HOPPING ON THE BLOGOSPHERIC BOYD BOOK BANDWAGON

Science, Strategy and War

Colonel Frans Osinga, PhD, who gave a tour de force lecture at Boyd 2007, managed to prevail upon his publisher to sell a paperback version of Science, Strategy and War:The Strategic Theory of John Boyd at a price non-billionaires could afford.

I will be reviewing Science, Strategy and War in December and – tentatively – organizing a roundtable discussion at Chicago Boyz, most likely after Christmas. If you are a blogger, academic or a current or former member of the armed services and are interested in participating, send me an email at zenpundit@hotmail.com.

Wednesday, November 14th, 2007

A STROKE OF LUCK AND A MOMENT OF IRONY

Some of my older readers may be familiar with the late Mortimer J. Adler of the University of Chicago, a “popular” philosopher and lifelong advocate of “Great Books” and “Western Canon” programs of liberal education. One of Adler’s many efforts in this regard was his editorship of The Encyclopedia Britannica ‘s 53 volume “Great Books of the Western World” series, which the public could buy on subscription, one volume at a time.

It seems quaint now, in the Google age, to recall buying sets of encyclopedias or series like Great Books but as a product line, it had a definite market appeal for the GI generation that had suffered through depression and world war and only about half of whom had managed to graduate high school. I suspect they liked seeing the rows of “serious”, leather-bound books on a shelf and took some pride in the fact that their children, the Boomers, had access to them for school work ( though they were probably used with as little enthusiasm as encyclopedias are used by students now).

I mention this because earlier today, I picked up Adler’s entire 53 volume Great Books set from a library for free, saving it from the discard pile when the librarian was kind enough to let me cart them away. Between forty and fifty years old, aside from a little dust, they are essentially brand new books of the highest quality. Few of them were ever opened and they will look quite handsome on my shelf, as I’m sure they once did on someone else’s. Running from Homer to Freud they include about every “deep” book that we generally feel guilty that we never read yet. I’ve read quite a few ( though less than I imagined) and look forward to reading more and I am generally, quite pleased with myself for snagging them.

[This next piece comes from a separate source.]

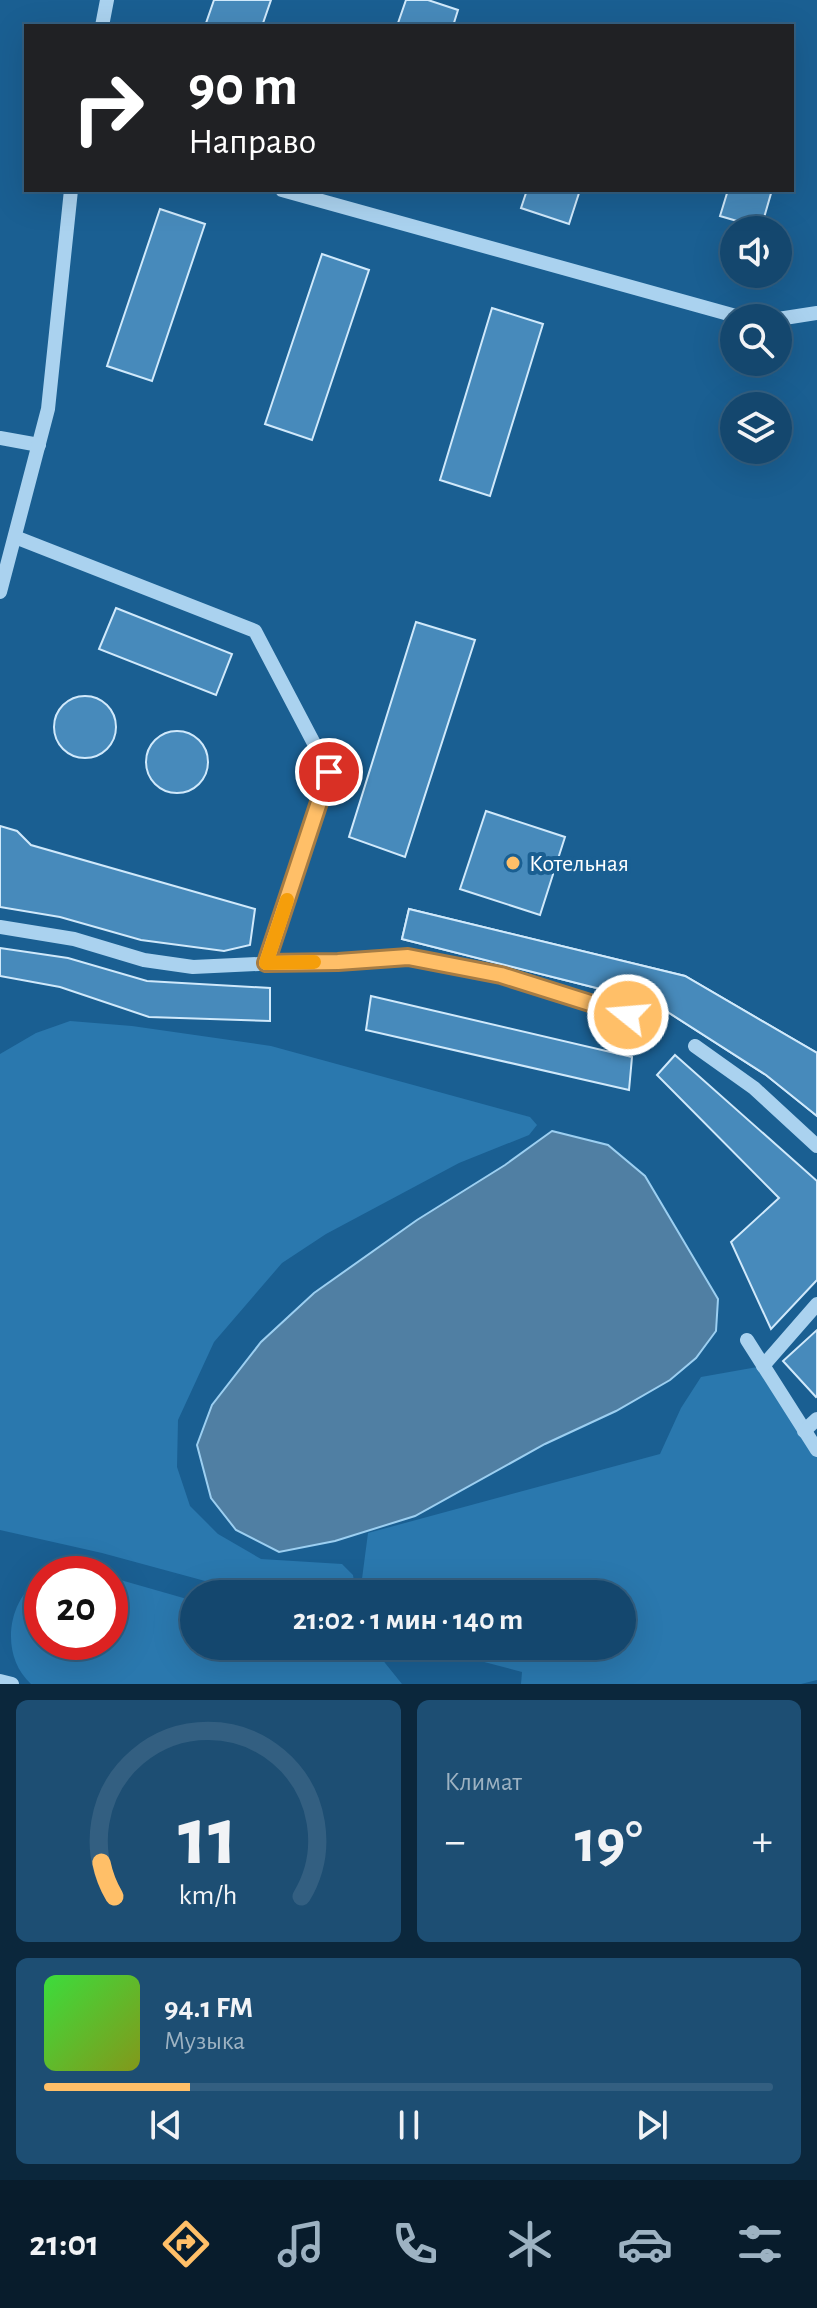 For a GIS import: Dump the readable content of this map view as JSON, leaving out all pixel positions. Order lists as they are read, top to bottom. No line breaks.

Part of me though, suspects that Adler would have been chagrined to learn that in 2007 a library had no room or interest in his beloved canon. Or that college students could conceivably graduate from a university without ever having read, cover to cover, any “great book” whatsoever. Times change of course but some things have a lasting value and the Net generation is missing out on some of them.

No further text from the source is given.